Thanks for the wonderful suggestions about community-created work. The suggestion by Li-Yi Wei to use a Wikipedia-like history model could be intriguing, when applied to building an animated sim — a kind of modifiable world where you set up conditions, and then let your simulated universe plays things out. Especially if navigating between universes is very easy.
My Fish Tales toy is a very simple example of a sim, since the fish is running a low-level A.I., which gives him a limited amount of autonomy (not over what he does, but over how he does it). It could be even more interesting to apply a save-all-history model as the A.I. underlying such a sim becomes more advanced, and the creatures in it more autonomous. In a sense, each authorable state of the sim would generate a particular alternate universe, whose inhabitants live by unique rules.
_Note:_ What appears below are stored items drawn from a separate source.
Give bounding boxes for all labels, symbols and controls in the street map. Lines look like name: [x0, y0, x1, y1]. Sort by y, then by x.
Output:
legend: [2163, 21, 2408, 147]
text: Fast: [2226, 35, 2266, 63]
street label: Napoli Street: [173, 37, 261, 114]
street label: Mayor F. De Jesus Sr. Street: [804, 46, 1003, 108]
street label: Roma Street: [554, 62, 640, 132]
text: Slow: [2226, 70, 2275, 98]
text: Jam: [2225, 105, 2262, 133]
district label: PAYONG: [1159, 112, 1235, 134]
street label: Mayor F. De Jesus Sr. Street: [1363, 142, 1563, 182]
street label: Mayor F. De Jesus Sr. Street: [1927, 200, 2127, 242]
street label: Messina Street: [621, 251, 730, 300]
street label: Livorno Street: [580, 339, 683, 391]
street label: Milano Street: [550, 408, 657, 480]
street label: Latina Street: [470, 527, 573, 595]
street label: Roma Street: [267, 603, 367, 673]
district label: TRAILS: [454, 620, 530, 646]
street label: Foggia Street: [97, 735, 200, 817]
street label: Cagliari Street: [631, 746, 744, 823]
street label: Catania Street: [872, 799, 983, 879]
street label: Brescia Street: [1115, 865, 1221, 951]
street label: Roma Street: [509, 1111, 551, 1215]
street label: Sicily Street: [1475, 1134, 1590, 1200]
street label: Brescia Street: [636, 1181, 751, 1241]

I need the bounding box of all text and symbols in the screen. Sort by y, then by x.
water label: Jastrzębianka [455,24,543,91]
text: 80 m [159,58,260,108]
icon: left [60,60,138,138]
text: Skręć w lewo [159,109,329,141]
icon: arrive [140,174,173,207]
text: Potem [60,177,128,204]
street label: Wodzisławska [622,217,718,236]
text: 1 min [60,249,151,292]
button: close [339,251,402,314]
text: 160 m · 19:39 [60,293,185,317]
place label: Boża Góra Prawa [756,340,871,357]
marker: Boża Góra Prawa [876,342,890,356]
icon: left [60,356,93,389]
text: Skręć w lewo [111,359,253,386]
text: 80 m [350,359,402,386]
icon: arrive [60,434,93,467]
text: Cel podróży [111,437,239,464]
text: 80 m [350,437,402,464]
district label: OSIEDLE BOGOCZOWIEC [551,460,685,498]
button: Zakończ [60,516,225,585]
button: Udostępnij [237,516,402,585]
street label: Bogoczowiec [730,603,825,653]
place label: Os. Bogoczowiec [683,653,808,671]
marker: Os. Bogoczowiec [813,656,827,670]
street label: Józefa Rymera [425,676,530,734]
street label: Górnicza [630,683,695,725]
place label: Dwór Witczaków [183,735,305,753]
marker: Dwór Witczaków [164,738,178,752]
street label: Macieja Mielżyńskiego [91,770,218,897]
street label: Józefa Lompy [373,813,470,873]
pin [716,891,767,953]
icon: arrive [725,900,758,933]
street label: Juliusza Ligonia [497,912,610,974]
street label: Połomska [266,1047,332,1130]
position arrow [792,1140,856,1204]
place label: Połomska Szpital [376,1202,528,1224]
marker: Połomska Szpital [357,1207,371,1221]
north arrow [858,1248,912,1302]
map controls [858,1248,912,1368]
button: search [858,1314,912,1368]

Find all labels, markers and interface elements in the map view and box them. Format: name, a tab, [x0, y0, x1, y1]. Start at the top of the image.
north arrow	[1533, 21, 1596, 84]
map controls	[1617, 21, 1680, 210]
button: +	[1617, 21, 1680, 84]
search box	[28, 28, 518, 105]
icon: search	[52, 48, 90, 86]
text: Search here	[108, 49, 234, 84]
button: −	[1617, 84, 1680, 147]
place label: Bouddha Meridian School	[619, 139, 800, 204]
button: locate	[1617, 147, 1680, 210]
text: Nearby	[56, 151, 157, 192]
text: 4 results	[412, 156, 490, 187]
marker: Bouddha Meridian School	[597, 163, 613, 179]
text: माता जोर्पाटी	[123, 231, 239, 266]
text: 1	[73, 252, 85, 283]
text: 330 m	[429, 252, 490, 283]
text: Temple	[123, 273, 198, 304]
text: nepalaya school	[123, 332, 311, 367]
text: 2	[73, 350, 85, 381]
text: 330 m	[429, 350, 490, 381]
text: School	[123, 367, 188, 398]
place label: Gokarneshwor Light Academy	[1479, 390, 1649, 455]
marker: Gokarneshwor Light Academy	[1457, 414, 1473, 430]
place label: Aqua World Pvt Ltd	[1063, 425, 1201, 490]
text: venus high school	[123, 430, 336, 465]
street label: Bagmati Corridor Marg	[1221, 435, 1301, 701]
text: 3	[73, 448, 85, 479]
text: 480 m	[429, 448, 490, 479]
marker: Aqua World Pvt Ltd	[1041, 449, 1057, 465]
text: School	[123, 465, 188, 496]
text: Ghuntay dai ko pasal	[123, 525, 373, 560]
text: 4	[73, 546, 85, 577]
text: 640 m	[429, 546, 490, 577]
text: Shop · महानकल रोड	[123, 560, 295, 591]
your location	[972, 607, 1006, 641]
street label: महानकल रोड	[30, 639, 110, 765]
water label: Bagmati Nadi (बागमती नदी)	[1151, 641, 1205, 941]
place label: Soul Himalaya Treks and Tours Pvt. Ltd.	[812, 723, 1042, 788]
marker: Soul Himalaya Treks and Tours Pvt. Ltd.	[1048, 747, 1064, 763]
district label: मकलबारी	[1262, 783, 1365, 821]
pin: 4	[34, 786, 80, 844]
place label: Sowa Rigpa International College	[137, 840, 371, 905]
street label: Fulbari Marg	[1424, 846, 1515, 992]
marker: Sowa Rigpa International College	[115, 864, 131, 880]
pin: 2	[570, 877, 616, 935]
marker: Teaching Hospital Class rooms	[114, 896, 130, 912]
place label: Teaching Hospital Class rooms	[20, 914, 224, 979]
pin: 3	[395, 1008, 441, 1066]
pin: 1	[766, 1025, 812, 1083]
Anybody who goes to the site can set conditions any which way they like. As long as all previous authored states are saved, then none of these universes will ever be lost. I’m picturing a giant scroll-bar, which could be called the Multiverse Express, to let you quickly scrub through the history to see all changes ever made by past authors.
If all previous universes are saved, there is no need for branching. Just copy a universe you like, paste it on the end of the growing track, and edit to taste. No harm, no foul.
Some universes would most likely be rather boring, with characters doing dull and repetitive things. But others might be gloriously alive, if an author is talented enough to find just the right settings. Those alternate universes that get more frequent visits along the Multiverse Express become marked as popular tourist destinations (sort of like Rod Serling’s town of Willoughby).
Welcome to the Multiverse Express. Next stop, Willoughby!